**TASK OBJECTIVE:** Start with the first line of the records below. Output each line exactly, ending with the one that contains "width:28px; height:28px; translate:-50%".

**DATASET ENTRIES:**
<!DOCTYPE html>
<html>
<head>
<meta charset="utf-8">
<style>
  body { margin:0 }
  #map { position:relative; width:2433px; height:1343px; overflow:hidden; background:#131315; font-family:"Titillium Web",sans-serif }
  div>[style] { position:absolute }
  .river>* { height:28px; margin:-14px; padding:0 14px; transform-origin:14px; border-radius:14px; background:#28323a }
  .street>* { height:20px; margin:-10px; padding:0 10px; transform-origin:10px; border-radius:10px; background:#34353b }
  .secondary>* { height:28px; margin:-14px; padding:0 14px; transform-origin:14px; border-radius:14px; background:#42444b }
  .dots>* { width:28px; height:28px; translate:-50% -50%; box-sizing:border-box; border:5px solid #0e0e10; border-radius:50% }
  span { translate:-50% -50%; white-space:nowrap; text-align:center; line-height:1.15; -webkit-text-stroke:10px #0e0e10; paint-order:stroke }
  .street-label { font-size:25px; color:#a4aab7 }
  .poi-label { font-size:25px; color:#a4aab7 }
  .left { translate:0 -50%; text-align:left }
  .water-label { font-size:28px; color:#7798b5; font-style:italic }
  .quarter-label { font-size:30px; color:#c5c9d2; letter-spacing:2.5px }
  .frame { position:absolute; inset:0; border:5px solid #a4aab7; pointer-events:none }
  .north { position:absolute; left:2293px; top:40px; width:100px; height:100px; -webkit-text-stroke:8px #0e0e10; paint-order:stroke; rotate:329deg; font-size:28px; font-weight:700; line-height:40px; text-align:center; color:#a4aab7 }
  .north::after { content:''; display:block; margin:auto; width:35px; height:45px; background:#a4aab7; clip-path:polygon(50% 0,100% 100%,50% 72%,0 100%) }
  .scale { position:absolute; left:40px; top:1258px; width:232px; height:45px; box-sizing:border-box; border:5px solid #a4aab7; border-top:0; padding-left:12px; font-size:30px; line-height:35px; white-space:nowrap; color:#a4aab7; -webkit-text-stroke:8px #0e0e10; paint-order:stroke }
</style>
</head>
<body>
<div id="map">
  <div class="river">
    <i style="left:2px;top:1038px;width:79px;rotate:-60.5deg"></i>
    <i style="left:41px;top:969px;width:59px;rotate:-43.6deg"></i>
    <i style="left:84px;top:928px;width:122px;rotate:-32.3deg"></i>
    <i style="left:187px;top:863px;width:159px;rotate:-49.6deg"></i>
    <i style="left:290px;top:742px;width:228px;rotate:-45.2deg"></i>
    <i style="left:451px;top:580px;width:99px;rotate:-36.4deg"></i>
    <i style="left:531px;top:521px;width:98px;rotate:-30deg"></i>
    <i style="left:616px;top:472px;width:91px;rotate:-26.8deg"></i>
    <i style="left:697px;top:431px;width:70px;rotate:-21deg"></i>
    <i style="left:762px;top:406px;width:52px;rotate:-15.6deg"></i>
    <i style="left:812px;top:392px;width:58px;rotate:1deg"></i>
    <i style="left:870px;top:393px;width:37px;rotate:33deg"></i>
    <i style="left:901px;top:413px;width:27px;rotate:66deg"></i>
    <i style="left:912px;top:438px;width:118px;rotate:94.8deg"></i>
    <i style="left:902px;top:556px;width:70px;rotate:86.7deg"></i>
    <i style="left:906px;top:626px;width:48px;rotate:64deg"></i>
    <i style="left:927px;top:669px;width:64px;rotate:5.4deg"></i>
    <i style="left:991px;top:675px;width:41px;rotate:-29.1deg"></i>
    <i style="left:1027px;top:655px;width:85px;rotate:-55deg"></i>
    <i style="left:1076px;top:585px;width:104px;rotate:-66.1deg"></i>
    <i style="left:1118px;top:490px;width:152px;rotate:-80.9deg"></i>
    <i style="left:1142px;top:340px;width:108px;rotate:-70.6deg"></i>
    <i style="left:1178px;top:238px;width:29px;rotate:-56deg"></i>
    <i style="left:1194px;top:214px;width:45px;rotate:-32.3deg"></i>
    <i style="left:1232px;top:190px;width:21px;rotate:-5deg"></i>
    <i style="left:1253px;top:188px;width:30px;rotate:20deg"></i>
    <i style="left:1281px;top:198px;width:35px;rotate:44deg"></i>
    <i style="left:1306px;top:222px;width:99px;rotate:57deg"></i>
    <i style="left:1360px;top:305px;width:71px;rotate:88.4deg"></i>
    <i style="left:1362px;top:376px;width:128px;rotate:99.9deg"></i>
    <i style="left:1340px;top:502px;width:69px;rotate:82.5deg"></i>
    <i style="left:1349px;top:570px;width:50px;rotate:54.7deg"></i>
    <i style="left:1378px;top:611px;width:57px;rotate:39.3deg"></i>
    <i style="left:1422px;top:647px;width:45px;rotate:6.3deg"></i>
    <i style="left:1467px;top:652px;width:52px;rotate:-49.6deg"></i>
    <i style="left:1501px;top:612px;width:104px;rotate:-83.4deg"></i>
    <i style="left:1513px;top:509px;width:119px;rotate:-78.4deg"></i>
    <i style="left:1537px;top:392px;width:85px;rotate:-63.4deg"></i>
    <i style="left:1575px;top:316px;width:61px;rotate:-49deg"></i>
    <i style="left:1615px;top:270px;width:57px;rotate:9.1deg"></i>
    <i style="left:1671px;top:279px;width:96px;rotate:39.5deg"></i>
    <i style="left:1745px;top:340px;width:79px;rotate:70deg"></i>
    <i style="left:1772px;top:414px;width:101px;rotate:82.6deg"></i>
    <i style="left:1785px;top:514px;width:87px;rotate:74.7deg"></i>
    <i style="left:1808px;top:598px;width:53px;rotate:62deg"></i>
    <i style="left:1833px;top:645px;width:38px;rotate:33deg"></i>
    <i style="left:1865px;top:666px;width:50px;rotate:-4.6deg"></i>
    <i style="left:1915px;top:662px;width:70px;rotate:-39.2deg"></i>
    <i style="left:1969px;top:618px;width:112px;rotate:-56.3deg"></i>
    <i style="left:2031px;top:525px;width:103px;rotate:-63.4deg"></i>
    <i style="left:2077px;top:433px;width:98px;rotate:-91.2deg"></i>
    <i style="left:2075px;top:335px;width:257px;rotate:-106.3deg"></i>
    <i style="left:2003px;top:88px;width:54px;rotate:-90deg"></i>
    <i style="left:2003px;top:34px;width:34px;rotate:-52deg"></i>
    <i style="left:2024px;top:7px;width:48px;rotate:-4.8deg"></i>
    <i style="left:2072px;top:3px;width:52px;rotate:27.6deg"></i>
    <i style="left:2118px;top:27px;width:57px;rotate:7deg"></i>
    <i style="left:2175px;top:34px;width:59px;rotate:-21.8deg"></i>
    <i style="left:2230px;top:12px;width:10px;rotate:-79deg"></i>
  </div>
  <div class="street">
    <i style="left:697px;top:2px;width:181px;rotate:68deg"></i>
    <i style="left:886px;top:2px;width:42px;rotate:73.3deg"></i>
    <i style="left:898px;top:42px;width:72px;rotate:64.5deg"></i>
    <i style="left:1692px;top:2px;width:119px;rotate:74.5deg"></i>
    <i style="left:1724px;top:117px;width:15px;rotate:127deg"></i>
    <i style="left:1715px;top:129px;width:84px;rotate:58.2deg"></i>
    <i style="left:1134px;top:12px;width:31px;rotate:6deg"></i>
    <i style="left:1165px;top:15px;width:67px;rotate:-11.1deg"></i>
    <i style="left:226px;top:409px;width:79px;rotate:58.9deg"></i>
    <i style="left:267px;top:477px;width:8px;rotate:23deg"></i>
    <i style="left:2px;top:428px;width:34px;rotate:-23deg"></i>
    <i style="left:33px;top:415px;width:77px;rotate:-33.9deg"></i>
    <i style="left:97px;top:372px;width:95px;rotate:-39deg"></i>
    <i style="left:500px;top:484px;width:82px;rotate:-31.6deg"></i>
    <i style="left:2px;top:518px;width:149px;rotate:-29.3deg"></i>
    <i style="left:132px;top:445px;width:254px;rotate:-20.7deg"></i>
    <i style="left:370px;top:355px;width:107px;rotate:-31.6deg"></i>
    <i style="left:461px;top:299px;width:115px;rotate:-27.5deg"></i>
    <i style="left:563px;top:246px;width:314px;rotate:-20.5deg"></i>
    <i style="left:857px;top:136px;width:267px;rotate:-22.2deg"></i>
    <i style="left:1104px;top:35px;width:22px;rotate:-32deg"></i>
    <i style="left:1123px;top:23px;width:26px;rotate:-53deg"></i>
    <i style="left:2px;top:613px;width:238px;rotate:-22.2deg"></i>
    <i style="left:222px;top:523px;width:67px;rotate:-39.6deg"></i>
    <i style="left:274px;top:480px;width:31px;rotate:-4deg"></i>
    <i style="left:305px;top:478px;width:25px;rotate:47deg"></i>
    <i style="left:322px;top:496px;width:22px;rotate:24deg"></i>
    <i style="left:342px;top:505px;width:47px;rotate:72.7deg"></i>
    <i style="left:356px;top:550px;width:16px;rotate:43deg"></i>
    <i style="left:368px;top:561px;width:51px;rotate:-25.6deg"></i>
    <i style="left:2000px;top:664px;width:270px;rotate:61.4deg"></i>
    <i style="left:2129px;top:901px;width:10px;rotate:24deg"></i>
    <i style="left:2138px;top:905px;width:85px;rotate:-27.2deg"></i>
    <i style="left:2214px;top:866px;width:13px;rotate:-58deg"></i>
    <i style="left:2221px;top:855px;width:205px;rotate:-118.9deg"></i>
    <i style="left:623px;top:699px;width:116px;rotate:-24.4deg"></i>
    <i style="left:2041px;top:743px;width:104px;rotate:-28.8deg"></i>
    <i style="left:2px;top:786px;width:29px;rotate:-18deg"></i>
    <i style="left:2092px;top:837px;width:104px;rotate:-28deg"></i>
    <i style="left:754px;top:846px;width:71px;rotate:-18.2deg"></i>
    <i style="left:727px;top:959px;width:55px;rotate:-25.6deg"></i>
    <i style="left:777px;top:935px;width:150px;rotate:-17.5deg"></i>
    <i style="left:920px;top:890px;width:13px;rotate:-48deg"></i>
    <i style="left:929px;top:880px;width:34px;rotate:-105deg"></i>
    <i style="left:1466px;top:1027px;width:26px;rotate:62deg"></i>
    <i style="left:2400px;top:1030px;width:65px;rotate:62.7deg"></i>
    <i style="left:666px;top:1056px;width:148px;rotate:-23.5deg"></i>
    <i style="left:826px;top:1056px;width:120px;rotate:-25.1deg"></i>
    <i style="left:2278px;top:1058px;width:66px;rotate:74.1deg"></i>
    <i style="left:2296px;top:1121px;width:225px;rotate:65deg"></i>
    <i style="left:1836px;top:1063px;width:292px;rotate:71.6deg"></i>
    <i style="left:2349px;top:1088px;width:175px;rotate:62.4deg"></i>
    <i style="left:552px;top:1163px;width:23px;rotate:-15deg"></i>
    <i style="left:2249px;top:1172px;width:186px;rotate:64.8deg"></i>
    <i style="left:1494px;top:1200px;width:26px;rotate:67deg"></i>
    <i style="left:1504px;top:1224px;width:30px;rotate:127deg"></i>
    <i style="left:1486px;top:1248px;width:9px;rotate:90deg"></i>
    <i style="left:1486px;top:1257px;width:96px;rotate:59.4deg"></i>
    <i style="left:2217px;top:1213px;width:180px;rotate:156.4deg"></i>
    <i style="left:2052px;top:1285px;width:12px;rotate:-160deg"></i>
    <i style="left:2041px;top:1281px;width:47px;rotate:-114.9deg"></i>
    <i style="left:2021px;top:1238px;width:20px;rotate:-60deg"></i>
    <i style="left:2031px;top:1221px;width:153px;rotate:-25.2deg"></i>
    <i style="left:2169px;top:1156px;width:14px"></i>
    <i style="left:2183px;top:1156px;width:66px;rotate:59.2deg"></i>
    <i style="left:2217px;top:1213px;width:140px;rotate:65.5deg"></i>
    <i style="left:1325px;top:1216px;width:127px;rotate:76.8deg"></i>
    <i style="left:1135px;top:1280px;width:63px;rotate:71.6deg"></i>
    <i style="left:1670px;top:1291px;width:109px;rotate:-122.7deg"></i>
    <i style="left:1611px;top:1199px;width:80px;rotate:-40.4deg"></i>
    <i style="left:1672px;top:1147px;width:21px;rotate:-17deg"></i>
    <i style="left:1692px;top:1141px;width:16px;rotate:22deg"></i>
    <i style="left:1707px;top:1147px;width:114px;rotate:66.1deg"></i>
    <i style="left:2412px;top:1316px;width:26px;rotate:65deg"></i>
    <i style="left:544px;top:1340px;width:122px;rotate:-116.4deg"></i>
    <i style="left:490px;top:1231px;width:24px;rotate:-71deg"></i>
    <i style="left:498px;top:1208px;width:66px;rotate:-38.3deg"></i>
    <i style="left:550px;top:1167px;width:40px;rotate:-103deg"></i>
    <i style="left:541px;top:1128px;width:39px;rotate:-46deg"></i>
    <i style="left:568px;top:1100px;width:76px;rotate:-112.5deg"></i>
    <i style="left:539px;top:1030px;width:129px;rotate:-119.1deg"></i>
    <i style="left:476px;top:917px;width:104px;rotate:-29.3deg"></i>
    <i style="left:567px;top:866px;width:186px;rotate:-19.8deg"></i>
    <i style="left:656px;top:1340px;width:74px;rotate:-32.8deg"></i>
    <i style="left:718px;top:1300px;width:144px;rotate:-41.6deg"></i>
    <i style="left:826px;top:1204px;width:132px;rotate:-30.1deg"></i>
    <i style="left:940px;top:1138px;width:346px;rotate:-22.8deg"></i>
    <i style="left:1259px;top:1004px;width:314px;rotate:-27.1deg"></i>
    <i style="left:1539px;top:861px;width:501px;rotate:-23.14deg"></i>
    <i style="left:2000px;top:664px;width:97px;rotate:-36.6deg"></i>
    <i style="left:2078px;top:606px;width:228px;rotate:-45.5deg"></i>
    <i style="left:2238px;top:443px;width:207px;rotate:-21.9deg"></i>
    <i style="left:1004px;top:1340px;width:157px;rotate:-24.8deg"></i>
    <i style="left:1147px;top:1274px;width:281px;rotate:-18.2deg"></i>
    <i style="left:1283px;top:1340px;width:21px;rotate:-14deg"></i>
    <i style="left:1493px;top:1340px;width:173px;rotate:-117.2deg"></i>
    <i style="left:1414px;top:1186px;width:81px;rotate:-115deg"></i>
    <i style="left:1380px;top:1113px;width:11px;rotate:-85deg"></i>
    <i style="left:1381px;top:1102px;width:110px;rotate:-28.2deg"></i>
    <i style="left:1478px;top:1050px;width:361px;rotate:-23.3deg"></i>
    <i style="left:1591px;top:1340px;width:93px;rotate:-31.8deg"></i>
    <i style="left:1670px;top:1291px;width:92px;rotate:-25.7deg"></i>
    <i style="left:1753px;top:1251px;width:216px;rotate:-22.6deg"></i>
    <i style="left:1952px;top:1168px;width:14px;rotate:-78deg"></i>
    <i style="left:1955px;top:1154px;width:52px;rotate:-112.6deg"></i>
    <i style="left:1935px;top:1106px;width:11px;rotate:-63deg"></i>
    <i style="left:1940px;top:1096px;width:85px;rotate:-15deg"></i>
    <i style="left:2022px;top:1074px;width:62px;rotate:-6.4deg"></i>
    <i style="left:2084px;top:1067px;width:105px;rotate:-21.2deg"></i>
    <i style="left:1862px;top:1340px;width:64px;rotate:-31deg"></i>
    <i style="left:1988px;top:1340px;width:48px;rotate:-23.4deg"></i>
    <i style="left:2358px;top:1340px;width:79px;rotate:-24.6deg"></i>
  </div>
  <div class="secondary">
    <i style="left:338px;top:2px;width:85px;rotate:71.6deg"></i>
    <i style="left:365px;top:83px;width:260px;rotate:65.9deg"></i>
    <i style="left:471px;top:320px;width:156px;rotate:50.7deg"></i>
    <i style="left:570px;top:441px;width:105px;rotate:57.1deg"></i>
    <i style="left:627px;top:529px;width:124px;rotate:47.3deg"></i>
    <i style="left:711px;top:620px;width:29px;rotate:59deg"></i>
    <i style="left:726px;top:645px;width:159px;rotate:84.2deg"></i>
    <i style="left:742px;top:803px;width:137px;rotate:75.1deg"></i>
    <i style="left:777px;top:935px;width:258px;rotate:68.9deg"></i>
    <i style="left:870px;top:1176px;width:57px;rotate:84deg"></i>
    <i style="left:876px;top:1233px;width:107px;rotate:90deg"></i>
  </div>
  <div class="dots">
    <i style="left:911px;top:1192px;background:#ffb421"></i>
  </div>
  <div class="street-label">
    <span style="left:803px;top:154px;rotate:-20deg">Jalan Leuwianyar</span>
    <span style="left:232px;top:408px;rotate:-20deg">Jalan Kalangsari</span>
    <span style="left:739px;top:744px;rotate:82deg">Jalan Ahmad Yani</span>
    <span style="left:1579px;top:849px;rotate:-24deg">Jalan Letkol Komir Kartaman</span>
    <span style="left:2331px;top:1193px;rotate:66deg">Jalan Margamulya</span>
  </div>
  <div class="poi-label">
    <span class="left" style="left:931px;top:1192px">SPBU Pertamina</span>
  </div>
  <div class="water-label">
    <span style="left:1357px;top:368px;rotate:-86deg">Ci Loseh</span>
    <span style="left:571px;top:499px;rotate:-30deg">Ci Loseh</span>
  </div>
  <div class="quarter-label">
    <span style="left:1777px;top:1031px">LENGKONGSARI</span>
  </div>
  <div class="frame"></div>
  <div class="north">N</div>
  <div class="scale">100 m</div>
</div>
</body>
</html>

**ANSWER BOX:**
<!DOCTYPE html>
<html>
<head>
<meta charset="utf-8">
<style>
  body { margin:0 }
  #map { position:relative; width:2433px; height:1343px; overflow:hidden; background:#131315; font-family:"Titillium Web",sans-serif }
  div>[style] { position:absolute }
  .river>* { height:28px; margin:-14px; padding:0 14px; transform-origin:14px; border-radius:14px; background:#28323a }
  .street>* { height:20px; margin:-10px; padding:0 10px; transform-origin:10px; border-radius:10px; background:#34353b }
  .secondary>* { height:28px; margin:-14px; padding:0 14px; transform-origin:14px; border-radius:14px; background:#42444b }
  .dots>* { width:28px; height:28px; translate:-50% -50%; box-sizing:border-box; border:5px solid #0e0e10; border-radius:50% }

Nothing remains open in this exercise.